** Opening Dataset records block **

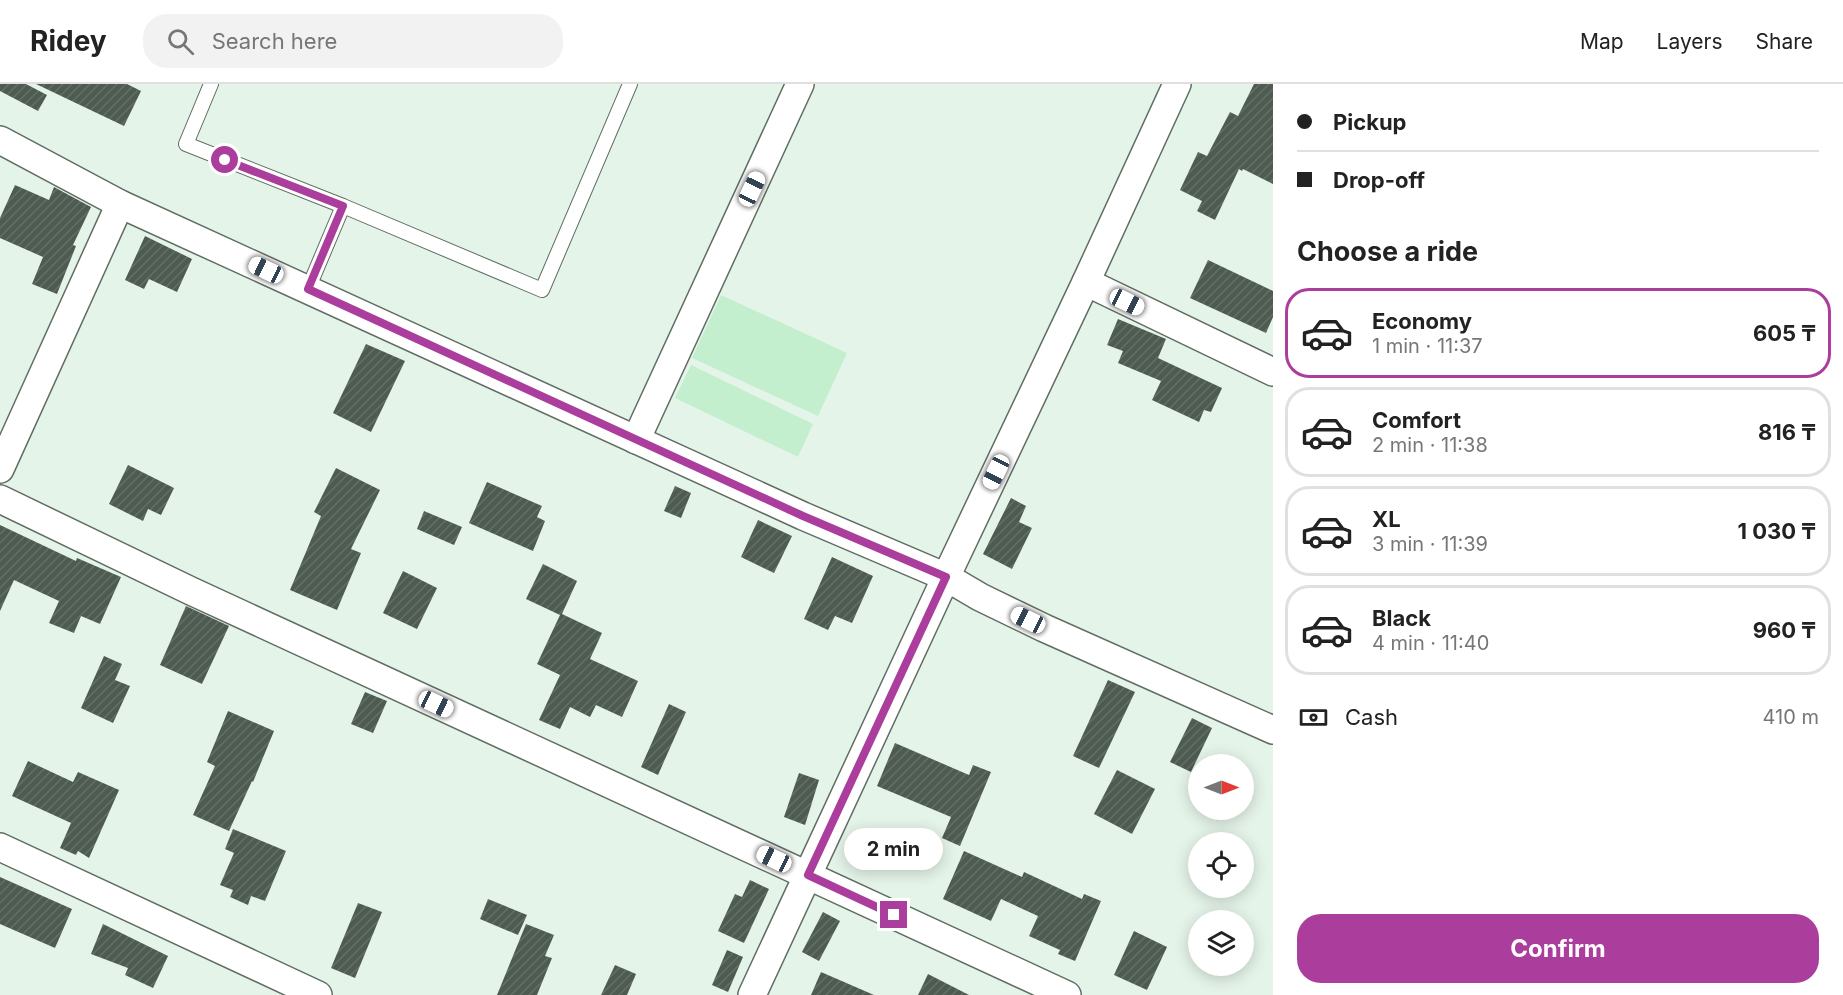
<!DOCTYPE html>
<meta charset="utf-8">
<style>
:root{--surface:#fff;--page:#f2f2f2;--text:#222;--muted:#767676;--line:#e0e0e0;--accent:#ab3e9d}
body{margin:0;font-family:Inter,sans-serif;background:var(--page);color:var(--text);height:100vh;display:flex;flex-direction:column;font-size:22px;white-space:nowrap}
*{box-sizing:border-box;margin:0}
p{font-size:20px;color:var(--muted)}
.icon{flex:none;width:33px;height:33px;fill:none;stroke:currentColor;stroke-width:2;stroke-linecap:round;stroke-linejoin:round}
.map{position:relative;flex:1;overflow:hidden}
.side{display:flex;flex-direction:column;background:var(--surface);width:570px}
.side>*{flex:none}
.guide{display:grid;align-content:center;height:132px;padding:0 24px;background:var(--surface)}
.needle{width:39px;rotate:90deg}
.fabs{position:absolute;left:1188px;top:670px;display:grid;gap:12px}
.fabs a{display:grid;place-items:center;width:66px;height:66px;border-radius:50%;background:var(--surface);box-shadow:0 3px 15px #0003;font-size:30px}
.end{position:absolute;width:27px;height:27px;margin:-14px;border:8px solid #ab3e9d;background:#fff;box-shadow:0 0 0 3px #fff}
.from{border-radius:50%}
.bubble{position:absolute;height:42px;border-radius:21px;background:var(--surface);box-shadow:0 3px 15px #0003;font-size:20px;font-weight:700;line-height:42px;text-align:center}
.car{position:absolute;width:18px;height:36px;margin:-18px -9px;border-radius:8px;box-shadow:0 0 4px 2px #0007;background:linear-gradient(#fff 24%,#345 0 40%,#fff 0 76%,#345 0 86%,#fff 0)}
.guide b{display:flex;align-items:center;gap:21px;height:57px;font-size:22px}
.guide b+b{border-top:2px solid var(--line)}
.guide i{width:15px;height:15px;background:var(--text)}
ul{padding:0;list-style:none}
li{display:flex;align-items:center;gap:18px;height:90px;margin:0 12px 9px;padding:0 12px;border:3px solid var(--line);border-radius:24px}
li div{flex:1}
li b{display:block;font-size:22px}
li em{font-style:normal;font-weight:700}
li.current{border-color:var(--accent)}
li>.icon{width:54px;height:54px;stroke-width:1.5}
h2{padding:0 24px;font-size:27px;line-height:72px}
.pay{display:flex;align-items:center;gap:15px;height:66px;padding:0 24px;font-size:22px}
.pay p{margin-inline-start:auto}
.button{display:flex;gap:12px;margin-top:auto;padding:12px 24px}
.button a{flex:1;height:69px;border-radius:24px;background:var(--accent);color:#fff;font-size:24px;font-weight:700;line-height:69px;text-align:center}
header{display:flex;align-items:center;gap:36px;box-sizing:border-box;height:84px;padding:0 30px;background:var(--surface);border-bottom:2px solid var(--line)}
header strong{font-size:28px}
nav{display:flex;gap:33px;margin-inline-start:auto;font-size:21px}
.search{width:420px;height:54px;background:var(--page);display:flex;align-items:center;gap:15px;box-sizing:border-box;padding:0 21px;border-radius:24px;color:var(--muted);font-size:22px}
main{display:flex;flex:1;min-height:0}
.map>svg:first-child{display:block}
</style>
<header>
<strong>Ridey</strong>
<div class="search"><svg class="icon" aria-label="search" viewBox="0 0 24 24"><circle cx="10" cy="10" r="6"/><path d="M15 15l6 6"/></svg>Search here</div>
<nav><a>Map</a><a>Layers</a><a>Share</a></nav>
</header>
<main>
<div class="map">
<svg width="1273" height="911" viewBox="0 0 1273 911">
<defs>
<pattern id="building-hatch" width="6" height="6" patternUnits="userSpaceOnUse" patternTransform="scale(1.5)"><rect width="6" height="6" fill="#4e5b51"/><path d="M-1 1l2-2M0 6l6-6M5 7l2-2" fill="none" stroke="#646f67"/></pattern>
</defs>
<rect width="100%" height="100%" fill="#e5f4e9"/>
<g fill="#c4efcf">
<polygon points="721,211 847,269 818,332 692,274"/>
<polygon points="691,281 813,340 798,373 675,314"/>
</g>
<g fill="url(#building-hatch)">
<polygon points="0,0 26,0 47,11 38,27 0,7"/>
<polygon points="36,0 127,0 141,7 124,42"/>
<polygon points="1254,0 1273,0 1273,100 1243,85 1242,87 1239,85 1215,136 1197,127 1202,117 1180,106 1198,68 1207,72 1230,28 1238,32"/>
<polygon points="15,101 49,116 54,103 91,123 73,161 76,162 57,210 32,200 43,173 0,154 0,134"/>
<polygon points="145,152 192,175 177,208 149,195 144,205 125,196"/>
<polygon points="1208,176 1273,207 1273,233 1266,249 1190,214"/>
<polygon points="1118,235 1166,255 1158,274 1222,304 1211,328 1204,326 1199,338 1152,316 1161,297 1118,279 1123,267 1107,261"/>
<polygon points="366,260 405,277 371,348 333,329"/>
<polygon points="128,381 174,404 161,431 148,425 143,437 109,420"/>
<polygon points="336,384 380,406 351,465 361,469 337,526 290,506 321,432 314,428"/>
<polygon points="487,398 542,422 537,433 545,437 533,467 469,439"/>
<polygon points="675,402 691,409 681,434 664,427"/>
<polygon points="1011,414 1026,422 1019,438 1032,444 1012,485 983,470"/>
<polygon points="424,427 462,443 454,461 417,445"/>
<polygon points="758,436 792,452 774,489 741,473"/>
<polygon points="0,441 76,477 77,474 121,493 100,540 81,532 74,549 49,539 59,517 14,496 0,527"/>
<polygon points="832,473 873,492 852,539 835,532 828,546 804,535"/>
<polygon points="543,480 577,497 562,530 602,549 590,575 638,597 622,633 596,621 590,633 570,623 560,645 539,636 560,591 537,580 560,531 526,515"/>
<polygon points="403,487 437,504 417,545 383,529"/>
<polygon points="186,522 229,542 202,600 160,581"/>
<polygon points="104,572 122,580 115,596 130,602 113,639 81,624"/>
<polygon points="1108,596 1135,608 1099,684 1073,672"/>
<polygon points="365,608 387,617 373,649 351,640"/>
<polygon points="669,620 686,628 658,691 641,683"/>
<polygon points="228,627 274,647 253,698 252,697 229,747 193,731 215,682 207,678"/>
<polygon points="1192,634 1212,644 1191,688 1170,678"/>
<polygon points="895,659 969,691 973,681 991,688 960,762 942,754 951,733 877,702"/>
<polygon points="28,677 73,698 78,688 119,706 89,774 78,767 76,771 60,764 71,739 12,712"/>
<polygon points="1117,686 1155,705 1132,750 1094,730"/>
<polygon points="799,689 819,696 805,741 784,733"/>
<polygon points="233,745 286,767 265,817 251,812 248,821 230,813 233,806 220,801 234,769 225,765"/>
<polygon points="964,767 1022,793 1024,788 1082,815 1084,810 1101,817 1075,877 1058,870 1060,866 1029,852 1038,832 1001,815 991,837 943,815"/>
<polygon points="0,793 72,825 55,864 0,840"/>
<polygon points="750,796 769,805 744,859 718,847 735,810 742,813"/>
<polygon points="488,815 527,831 518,851 480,835"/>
<polygon points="358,819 382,828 355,894 331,884"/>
<polygon points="823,828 840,837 819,877 802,868"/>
<polygon points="103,840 168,872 153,904 125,891 128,884 91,870"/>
<polygon points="526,840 554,851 545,872 552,874 537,911 497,911"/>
<polygon points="1134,847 1167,863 1147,906 1114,891"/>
<polygon points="727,866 743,873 728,908 712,901"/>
<polygon points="615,881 636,890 627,911 601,911"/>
<polygon points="821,888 874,911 811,911"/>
<polygon points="928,890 969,911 918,911"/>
</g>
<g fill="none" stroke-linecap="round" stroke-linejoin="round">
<defs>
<g id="service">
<polyline points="211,0 186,60 343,122 542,206 630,0"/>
<polyline points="308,205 343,122"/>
</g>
<g id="minor">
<polyline points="0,56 120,120 803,432 946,493 980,513 1044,544 1273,646"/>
<polyline points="1086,198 1273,288"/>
<polyline points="636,356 800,0"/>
<polyline points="0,385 120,120"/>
<polyline points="0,415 191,507 1067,911"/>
<polyline points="0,763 318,911"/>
<polyline points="752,911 946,493 1086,198 1177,0"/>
</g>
</defs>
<use href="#service" stroke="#606d63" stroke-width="16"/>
<use href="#minor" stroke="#606d63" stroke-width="30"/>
<use href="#service" stroke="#fff" stroke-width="14"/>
<use href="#minor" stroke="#fff" stroke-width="27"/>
</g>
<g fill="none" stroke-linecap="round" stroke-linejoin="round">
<polyline stroke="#ab3e9d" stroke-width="8" points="225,76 343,122 308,205 803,432 946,493 808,791 894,831"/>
</g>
</svg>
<div class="fabs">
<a><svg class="needle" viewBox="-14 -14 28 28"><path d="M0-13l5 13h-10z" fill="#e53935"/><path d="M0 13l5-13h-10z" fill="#767676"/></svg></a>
<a><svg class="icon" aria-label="locate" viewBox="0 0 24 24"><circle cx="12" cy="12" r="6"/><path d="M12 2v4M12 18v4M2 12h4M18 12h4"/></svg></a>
<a><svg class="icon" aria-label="layers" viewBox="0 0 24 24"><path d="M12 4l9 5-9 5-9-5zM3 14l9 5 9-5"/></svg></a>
</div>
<i class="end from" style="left:225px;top:76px"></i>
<i class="end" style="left:894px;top:831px"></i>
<div class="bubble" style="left:844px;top:744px;width:99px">2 min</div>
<i class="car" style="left:752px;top:105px;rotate:25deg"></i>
<i class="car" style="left:266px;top:186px;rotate:295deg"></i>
<i class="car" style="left:1127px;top:218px;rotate:116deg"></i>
<i class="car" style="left:996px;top:388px;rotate:206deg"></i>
<i class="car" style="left:1028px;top:536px;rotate:296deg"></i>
<i class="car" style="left:436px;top:620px;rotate:115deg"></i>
<i class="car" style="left:774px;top:775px;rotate:295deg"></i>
</div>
<section class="side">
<div class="guide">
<b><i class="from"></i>Pickup</b>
<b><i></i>Drop-off</b>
</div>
<h2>Choose a ride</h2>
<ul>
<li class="current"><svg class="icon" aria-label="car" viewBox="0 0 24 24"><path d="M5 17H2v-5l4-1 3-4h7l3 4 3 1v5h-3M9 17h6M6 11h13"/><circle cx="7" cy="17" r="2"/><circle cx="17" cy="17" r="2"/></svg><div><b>Economy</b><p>1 min · 11:37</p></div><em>605 ₸</em></li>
<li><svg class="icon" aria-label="car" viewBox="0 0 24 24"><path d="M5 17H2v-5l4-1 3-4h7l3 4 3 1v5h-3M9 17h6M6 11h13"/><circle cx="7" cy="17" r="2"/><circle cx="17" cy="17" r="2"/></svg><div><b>Comfort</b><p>2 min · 11:38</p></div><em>816 ₸</em></li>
<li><svg class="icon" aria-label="car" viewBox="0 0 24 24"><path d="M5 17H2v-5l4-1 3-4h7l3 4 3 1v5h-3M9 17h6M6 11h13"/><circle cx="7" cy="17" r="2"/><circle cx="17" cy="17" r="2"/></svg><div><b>XL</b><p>3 min · 11:39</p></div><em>1 030 ₸</em></li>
<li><svg class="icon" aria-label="car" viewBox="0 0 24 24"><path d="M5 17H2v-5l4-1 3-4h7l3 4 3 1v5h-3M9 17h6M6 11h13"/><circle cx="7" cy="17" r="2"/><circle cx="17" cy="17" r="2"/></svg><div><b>Black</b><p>4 min · 11:40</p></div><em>960 ₸</em></li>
</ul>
<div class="pay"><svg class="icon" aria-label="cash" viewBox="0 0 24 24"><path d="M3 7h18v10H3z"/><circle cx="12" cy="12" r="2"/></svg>Cash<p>410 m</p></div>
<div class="button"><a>Confirm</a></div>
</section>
</main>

** Closing Dataset records block **

Your task » All lines in the records with the string "bubble" should be copied out.

Solution to the exercise »
.bubble{position:absolute;height:42px;border-radius:21px;background:var(--surface);box-shadow:0 3px 15px #0003;font-size:20px;font-weight:700;line-height:42px;text-align:center}
<div class="bubble" style="left:844px;top:744px;width:99px">2 min</div>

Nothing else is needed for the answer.